Hehadnoticed—the way Ada would address him at the breakfast table, only for him to grunt a response and ignore her, how he would get up and leave any time she entered the room.

“I’m sure he’s just got a lot on his mind.”

“He does hate me. I so wanted to come with you this morning. He’s been ignoring me ever since that night because he knows—he knows I did it!”

“What do you mean?” Bron said, soothing her when she covered her face under the sheets. “Did what, Ada?”

“It was me,” she said, her voice muffled by the duvet. “I started the fire in the library.”

“Of course you didn’t, silly. Why on earth would you think that?”

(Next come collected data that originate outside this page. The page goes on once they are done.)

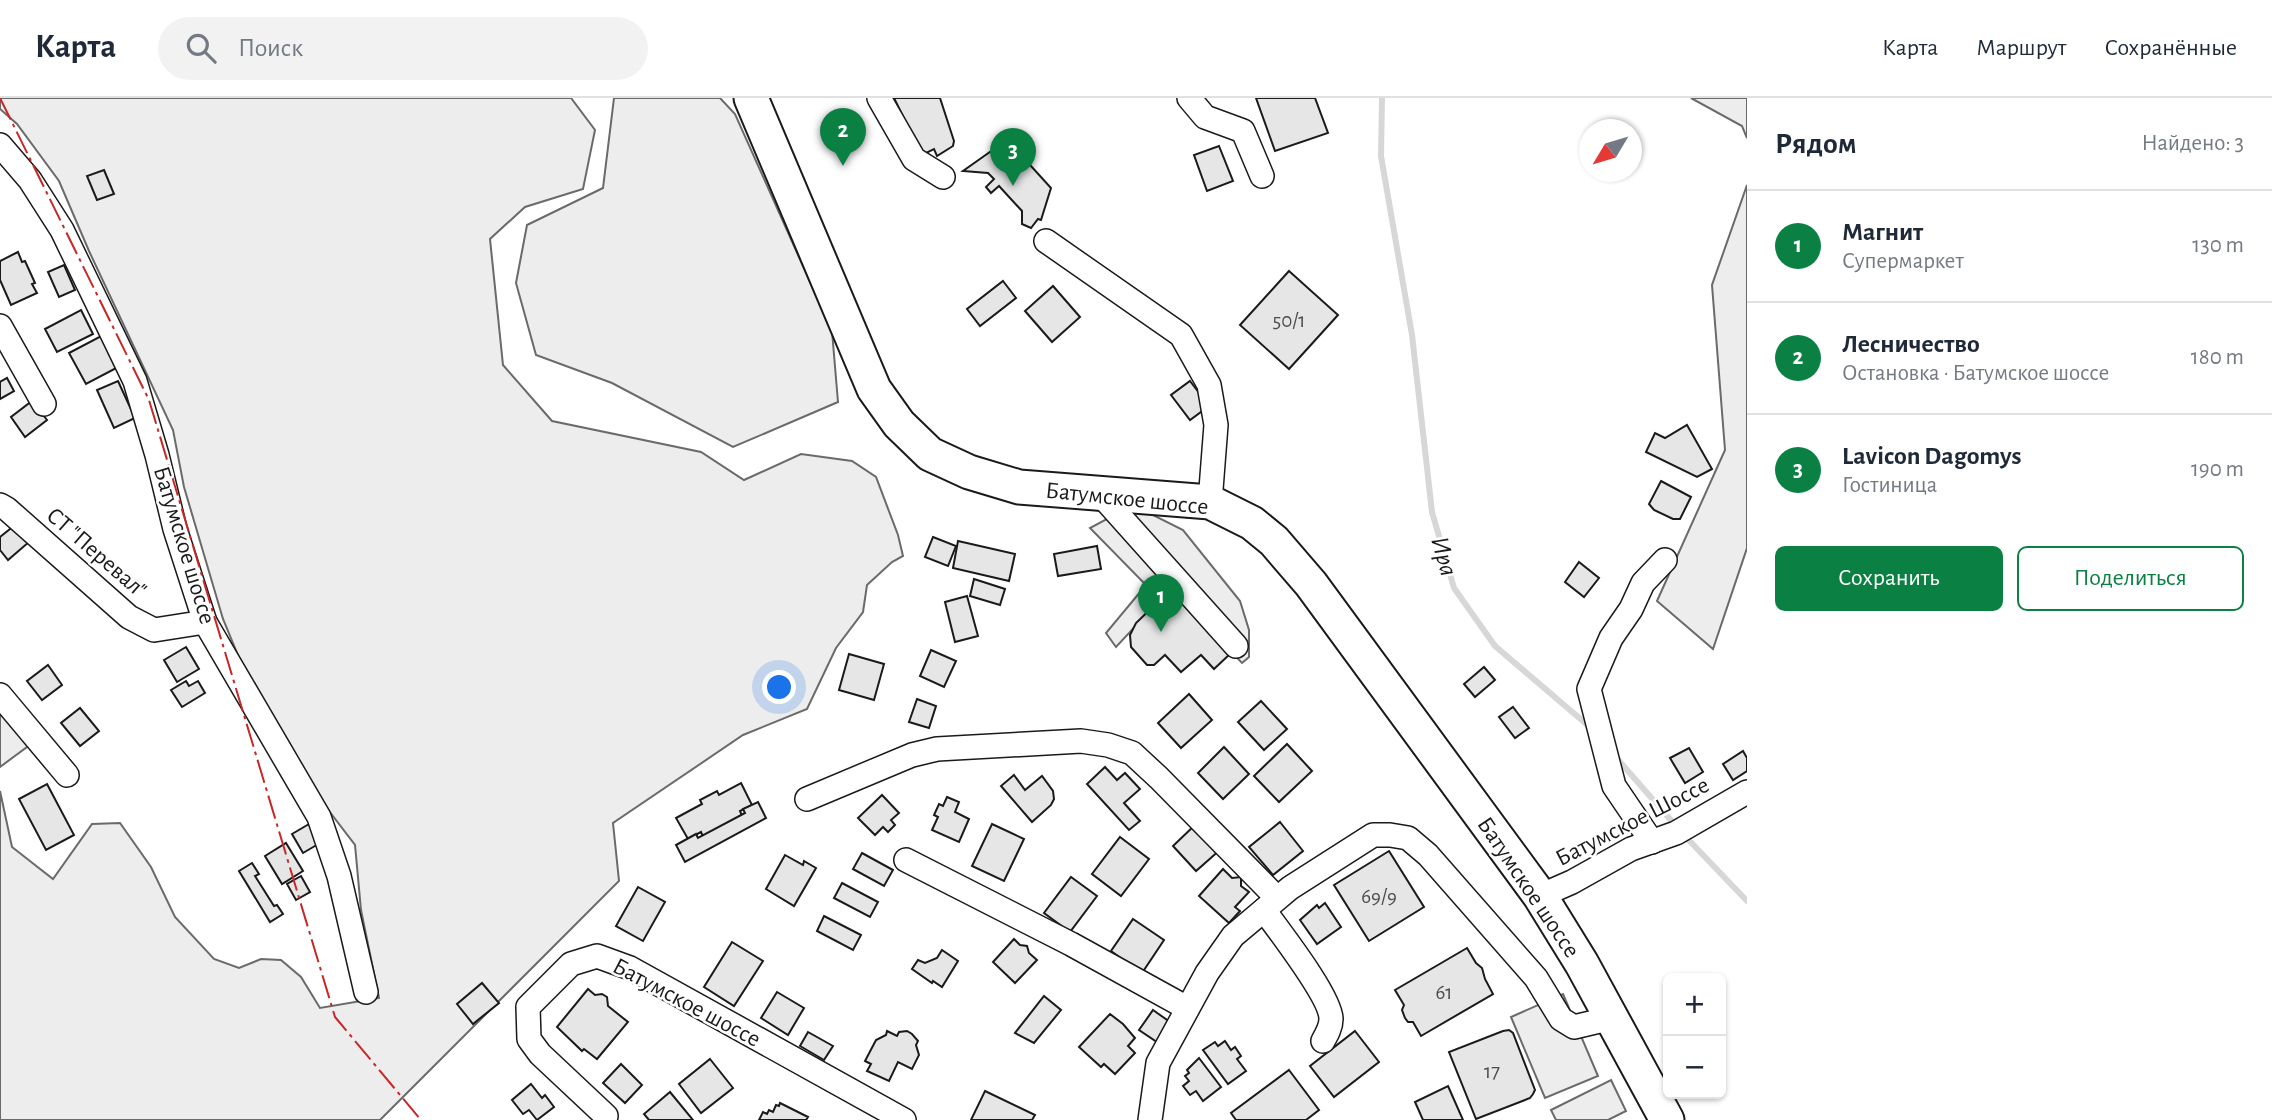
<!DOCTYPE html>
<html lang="ru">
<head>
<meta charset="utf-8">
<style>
  body { margin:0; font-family:"Alegreya Sans",sans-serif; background:#f2f2f3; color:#1f2937 }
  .controls { position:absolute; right:21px; bottom:21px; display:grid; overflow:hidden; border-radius:10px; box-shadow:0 2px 5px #0004 }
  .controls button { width:63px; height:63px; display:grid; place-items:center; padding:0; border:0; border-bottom:2px solid #e0e1e3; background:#fff; color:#1f2937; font:35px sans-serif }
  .compass { position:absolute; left:1579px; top:21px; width:63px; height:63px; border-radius:50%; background:#fff; box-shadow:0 2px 5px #0004; rotate:232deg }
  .you { position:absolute; left:780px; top:590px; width:24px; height:24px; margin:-18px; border:5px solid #fff; border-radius:50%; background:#1a73e8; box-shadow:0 0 0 10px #1a73e833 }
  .badge { display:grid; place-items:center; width:46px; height:46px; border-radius:50%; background:#0b8043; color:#fff; font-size:23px; font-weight:700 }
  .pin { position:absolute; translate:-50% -58px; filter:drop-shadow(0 2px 4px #0008) }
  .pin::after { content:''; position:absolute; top:37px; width:24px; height:21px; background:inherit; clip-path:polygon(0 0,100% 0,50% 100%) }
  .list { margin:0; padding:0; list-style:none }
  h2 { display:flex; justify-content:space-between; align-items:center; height:91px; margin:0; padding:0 28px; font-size:30px }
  h2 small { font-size:23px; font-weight:400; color:#747a83 }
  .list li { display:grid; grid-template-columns:46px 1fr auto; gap:21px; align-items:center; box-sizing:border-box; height:112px; padding:0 28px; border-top:2px solid #e0e1e3 }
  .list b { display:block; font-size:26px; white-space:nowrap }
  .list p { margin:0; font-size:23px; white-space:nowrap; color:#747a83 }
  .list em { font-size:23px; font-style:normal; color:#747a83 }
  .actions { display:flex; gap:14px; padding:21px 28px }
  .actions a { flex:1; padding:16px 0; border:2px solid #0b8043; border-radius:10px; text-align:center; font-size:24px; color:#0b8043 }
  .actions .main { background:#0b8043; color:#fff }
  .icon { flex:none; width:38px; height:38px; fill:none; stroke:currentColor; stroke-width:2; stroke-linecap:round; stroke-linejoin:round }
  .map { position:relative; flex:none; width:1747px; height:1022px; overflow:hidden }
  header { display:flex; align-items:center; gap:42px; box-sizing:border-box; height:98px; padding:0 35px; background:#fff; border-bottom:2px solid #e0e1e3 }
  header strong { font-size:33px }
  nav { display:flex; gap:38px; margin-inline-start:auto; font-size:24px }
  .search { width:490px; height:63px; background:#f2f2f3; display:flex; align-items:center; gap:18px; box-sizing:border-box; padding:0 24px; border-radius:38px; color:#747a83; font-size:26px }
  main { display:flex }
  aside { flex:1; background:#fff }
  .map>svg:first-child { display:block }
  .built { fill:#ededed; stroke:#6a6a6a; stroke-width:2 }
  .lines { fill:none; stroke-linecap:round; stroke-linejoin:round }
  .stream { stroke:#d7d7d7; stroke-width:6 }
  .building { fill:#e6e6e6; stroke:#1a1a1a; stroke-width:2 }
  .minor-casing { stroke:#1a1a1a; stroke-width:26 }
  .highway-casing { stroke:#1a1a1a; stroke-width:37 }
  .minor { stroke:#fff; stroke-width:23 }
  .highway { stroke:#fff; stroke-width:33 }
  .power { stroke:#c62828; stroke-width:2; stroke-dasharray:24 5 3.5 5; stroke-linecap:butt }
  .labels { text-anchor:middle; stroke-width:5; stroke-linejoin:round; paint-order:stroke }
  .number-label { font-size:21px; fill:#4d4d4d }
  .street-label { font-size:24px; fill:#1a1a1a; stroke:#fff }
  .water-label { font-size:26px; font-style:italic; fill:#1a1a1a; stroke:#fff }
</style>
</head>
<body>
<header>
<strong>Карта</strong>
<div class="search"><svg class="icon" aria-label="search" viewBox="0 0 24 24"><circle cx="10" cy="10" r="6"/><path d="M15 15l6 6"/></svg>Поиск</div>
<nav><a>Карта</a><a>Маршрут</a><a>Сохранённые</a></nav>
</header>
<main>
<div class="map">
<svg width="1747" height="1022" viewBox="0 0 1747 1022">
  <rect width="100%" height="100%" fill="#fff"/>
  <!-- built -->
  <g class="built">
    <polygon points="0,0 571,0 595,32 583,91 525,109 490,141 503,267 552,323 701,354 744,382 801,356 852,363 876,379 898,437 903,458 892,464 867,487 863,514 836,550 807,611 743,637 613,725 619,783 380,1022 0,1022 0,693 12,749 53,781 92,726 120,725 151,769 175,819 214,861 239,870 261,861 281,862 301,879 320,910 379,900 361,812 355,747 313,692 263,618 223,521 184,389 173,332 89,153 59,83 17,26 0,11"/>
    <polygon points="614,0 720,0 735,16 832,233 838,304 733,349 612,285 536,257 516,185 527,127 603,90"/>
    <polygon points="1691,0 1747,0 1747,40 1742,28"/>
    <polygon points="1747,87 1747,450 1713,551 1657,503 1725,352 1712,187"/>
    <polygon points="1133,407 1183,432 1240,503 1249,532 1249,559 1242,565 1168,488 1157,499 1160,502 1116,549 1106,535 1146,487 1090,430"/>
    <polygon points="0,607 31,646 0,669"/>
    <polygon points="1563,896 1598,978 1545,1000 1511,919"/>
    <polygon points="1611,982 1626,1013 1608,1022 1556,1022 1551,1012"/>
  </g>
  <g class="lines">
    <!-- stream -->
    <g class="stream">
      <polyline points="1382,0 1381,58 1412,237 1432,414 1454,490 1495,548 1591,630"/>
      <polyline points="1614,657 1676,728"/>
      <polyline points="1683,736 1747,803"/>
    </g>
  </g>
  <!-- building -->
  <g class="building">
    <polygon points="894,0 940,0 954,43 953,48 937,58 934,51 922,57"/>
    <polygon points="1256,0 1315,0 1328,35 1275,53"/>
    <polygon points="1004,44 1010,45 1051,90 1041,122 1038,121 1031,130 1022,126 1022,113 999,88 991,95 986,89 994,81 988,75 963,73"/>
    <polygon points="1219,48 1233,83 1207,93 1194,57"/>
    <polygon points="104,72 114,96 97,102 87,78"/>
    <polygon points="18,154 22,164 25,163 35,185 32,186 37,195 11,207 0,182 0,163"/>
    <polygon points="64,167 75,192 59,199 48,174"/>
    <polygon points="1289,173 1338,217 1289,271 1240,227"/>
    <polygon points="1003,183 1016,200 980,228 967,211"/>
    <polygon points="1053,188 1080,219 1052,244 1025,213"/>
    <polygon points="81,212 93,236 57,254 45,231"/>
    <polygon points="105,236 122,267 86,286 69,255"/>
    <polygon points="7,280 14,293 0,301 0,284"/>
    <polygon points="118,283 135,320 114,330 97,292"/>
    <polygon points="1190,283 1209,308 1190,322 1171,297"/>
    <polygon points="32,303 47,322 25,339 11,319"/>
    <polygon points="1687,327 1712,371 1697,379 1646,354 1655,335 1665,340"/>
    <polygon points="1661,383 1691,399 1680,421 1673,421 1654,412 1649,406"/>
    <polygon points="15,427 29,444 8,462 0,452 0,439"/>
    <polygon points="933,439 956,448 948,468 925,459"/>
    <polygon points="958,443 1015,456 1009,483 953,470"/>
    <polygon points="1097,448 1101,471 1058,478 1054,456"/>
    <polygon points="1579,464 1599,480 1584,499 1565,484"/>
    <polygon points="974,481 1005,491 1000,507 970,498"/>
    <polygon points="1168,488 1230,556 1214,571 1201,557 1181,574 1165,557 1154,567 1147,567 1131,549 1130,537 1136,525 1160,502 1157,499"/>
    <polygon points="967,498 978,538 955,544 945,504"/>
    <polygon points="186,549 199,571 177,584 164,562"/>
    <polygon points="931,552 956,563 944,589 920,578"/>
    <polygon points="849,556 884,566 874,602 839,592"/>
    <polygon points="48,567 62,587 42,602 27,583"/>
    <polygon points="1484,569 1495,582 1475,599 1464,586"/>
    <polygon points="186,583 189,588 198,583 205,595 182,609 171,592"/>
    <polygon points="1189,596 1212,622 1181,650 1158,625"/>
    <polygon points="917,601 936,608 929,630 909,624"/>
    <polygon points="1261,603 1287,631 1264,652 1238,624"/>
    <polygon points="1513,609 1529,630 1515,640 1499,619"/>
    <polygon points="80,610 99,633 80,648 61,625"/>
    <polygon points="1287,646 1312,673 1279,704 1254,678"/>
    <polygon points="1224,649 1249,676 1223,701 1198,675"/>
    <polygon points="1689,650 1703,674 1685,685 1670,660"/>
    <polygon points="1743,653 1747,660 1747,673 1733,682 1723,666"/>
    <polygon points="1105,669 1117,682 1125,675 1140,691 1124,705 1140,723 1129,732 1087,686"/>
    <polygon points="1014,677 1025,692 1042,678 1053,693 1054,701 1051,707 1032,724 1001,688"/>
    <polygon points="741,685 752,707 740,713 743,720 718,737 716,734 704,741 701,734 688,741 676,720 702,706 700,702 717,693 719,697"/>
    <polygon points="47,686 74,737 46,752 19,701"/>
    <polygon points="882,697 899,715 891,722 895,727 888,734 883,729 875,737 858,720"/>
    <polygon points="947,699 959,704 955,714 969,721 959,744 932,732 938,719 934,717 939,706 943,708"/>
    <polygon points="758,704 766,720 685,764 676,747 696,736 698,740 745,715 743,711"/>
    <polygon points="1280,724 1303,753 1273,777 1249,749"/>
    <polygon points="1197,725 1221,751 1196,773 1173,748"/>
    <polygon points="309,726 320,745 303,755 292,736"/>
    <polygon points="992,726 1024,741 1004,783 972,768"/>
    <polygon points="1120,739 1149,761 1121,798 1092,776"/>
    <polygon points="286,745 303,773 282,786 265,758"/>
    <polygon points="1389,753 1424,809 1369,843 1334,787"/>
    <polygon points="862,755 893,772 884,788 853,771"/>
    <polygon points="785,757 803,767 804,763 816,770 794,808 766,791"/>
    <polygon points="252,765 259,776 255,778 274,808 277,807 283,816 270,824 239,773"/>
    <polygon points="1223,771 1232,780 1241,779 1241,788 1249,794 1235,809 1240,813 1229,825 1199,798"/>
    <polygon points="301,778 310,794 296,802 287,786"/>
    <polygon points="1071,779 1097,798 1070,834 1044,815"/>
    <polygon points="842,785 878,804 870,819 834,800"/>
    <polygon points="638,789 665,804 643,843 616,828"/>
    <polygon points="1325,805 1341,829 1317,846 1300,822 1317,807 1319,810"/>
    <polygon points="824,818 861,837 853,852 817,833"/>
    <polygon points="1133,821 1164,842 1142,875 1111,853"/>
    <polygon points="1014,841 1020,847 1027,848 1029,855 1037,862 1015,885 993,864"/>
    <polygon points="732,844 763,863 734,908 704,889"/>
    <polygon points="1467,850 1476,865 1482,870 1485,881 1493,896 1421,938 1413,924 1408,924 1405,920 1402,912 1404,907 1395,892"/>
    <polygon points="942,852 958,863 942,889 933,883 932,885 912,871 918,862 925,865 937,860"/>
    <polygon points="482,885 499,905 473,926 457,906"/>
    <polygon points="588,891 595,897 602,896 607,899 608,908 628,924 597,961 584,951 582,953 557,929"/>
    <polygon points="777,894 804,910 788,937 761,920"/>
    <polygon points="1044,898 1061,912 1034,945 1015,935"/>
    <polygon points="1153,912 1170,924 1157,944 1139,932"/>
    <polygon points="1110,916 1123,926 1135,940 1128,948 1135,955 1115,976 1104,966 1101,969 1079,949"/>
    <polygon points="1509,932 1513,935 1535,992 1533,996 1530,1000 1476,1021 1449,954 1503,933"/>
    <polygon points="887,933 897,938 899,934 907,933 912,936 918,943 916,947 919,957 912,971 898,964 889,983 867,973 871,966 865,963 876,942 886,937"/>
    <polygon points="1355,933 1379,964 1334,999 1310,968"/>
    <polygon points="808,934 833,948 824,962 800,948"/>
    <polygon points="1225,943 1231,952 1235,949 1241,958 1237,961 1246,973 1228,986 1203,952 1215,944 1218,948"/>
    <polygon points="1199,960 1221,989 1203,1003 1196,993 1190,997 1183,988 1189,983 1185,978 1189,975 1187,972"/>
    <polygon points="710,961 733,990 701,1015 679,986"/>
    <polygon points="621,966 642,987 625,1005 603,985"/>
    <polygon points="1289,972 1319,1012 1306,1022 1236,1022 1231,1015"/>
    <polygon points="531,986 542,1000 545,997 554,1009 537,1022 529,1012 523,1016 512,1002"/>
    <polygon points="1448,988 1463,1022 1423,1022 1415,1004"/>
    <polygon points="985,993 1035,1017 1032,1022 971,1022"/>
    <polygon points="670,994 693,1022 649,1022 644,1016"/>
    <polygon points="780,1005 808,1019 806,1022 759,1022 763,1014 767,1016 769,1012 773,1014 776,1007 779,1008"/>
  </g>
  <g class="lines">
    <!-- minor casing -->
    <g class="minor-casing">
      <g id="minor">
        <polyline points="879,0 914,61 943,79"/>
        <polyline points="1189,0 1205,19 1243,33 1262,78"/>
        <polyline points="0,47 30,82 62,132 135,283 157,357 175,431 205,524 319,719 339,778 366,894"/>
        <polyline points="1046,143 1181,237 1209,287 1216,327 1210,404"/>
        <polyline points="0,228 44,306"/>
        <polyline points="1100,396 1236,548"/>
        <polyline points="0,407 7,411 129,519 154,532 205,524"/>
        <polyline points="0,597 67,677"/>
        <polyline points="807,701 912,657 937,651 1081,643 1108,647 1132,655 1159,680 1277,800"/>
        <polyline points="1652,744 1614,688 1589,591 1611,540 1631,511 1643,485 1665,462"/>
        <polyline points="906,762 1071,846 1187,910"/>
        <polyline points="1540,798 1572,784 1631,751 1676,735 1747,694"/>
        <path d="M1264 812C1279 833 1331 899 1331 921 1331 929 1327 936 1323 943"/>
        <polyline points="606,1018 540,956 529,941 528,909 571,866 597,858 630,870 904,1022"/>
        <polyline points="1150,1022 1158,965 1207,875 1233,838 1290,790 1373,737 1390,737 1408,740 1428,757 1536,880 1561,921 1574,929 1612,920"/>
      </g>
    </g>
    <!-- highway casing -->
    <g class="highway-casing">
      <polyline id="highway" points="751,0 874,291 899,326 930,356 969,374 1019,389 1210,404 1252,425 1274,443 1311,486 1540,798 1582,866 1667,1022"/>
    </g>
    <!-- minor -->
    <use href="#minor" class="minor"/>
    <!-- highway -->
    <use href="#highway" class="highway"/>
    <!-- power -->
    <polyline class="power" points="0,0 149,302 335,919 421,1022"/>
  </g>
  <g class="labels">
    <!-- number labels -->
    <g class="number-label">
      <text x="1289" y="229">50/1</text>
      <text x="1379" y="805">69/9</text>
      <text x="1444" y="901">61</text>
      <text x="1492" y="980">17</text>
    </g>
    <!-- street labels -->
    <g class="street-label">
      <text transform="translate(1127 400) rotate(6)" y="8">Батумское шоссе</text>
      <text transform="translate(185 447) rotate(73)" y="8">Батумское шоссе</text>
      <text transform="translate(97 454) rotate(41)" y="8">СТ "Перевал"</text>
      <text transform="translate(1632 723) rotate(-27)" y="8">Батумское Шоссе</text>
      <text transform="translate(1529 789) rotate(56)" y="8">Батумское шоссе</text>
      <text transform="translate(687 904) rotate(28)" y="8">Батумское шоссе</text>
    </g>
    <!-- water labels -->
    <g class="water-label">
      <text transform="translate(1445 458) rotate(74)" y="9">Ира</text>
    </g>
  </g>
</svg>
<div class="controls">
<button>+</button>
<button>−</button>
</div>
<svg class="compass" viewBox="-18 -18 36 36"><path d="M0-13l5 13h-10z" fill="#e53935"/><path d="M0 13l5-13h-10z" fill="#747a83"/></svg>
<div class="you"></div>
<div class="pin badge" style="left:1161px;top:534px">1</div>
<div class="pin badge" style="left:843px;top:68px">2</div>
<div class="pin badge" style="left:1013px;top:88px">3</div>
</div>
<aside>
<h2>Рядом<small>Найдено: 3</small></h2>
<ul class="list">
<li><span class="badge">1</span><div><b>Магнит</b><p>Супермаркет</p></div><em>130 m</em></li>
<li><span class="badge">2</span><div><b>Лесничество</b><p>Остановка · Батумское шоссе</p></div><em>180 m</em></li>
<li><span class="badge">3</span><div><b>Lavicon Dagomys</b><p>Гостиница</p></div><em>190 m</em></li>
</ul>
<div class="actions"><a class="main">Сохранить</a><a>Поделиться</a></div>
</aside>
</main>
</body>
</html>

“I did, I did!” she screamed, emerging from the sheets. “But it was an accident, a complete and total accident. Please don’t tell Daddy, please! And Darcy—now he’ll hate me forever. I know he will, and they’ll send me off to boarding school as soon as they can.”

“Calm down, Ada,” he pleaded. Her face was panicked. He swiped away the tears that rolled down her cheeks, the mention of boarding school worming its way into his heart. He tried to settle her. “Of course I won’t say anything to your father, but he wouldn’t dream of sending you away. He loves you. Explain to me why you’re saying all this?”

“I heard them talking about it. At the party. Daddy and Uncle Gio—they were talking about me, and boarding school. I know that’s what Darcy wants, he’s always said so, and Daddy’s getting tired of me too. I can tell. Everybody’s always out of the house, away from me, and they say I can’t join them. Now even Daddy’s going off without me.”

“Did you say Uncle Gio? Giovanni was there? At the party?”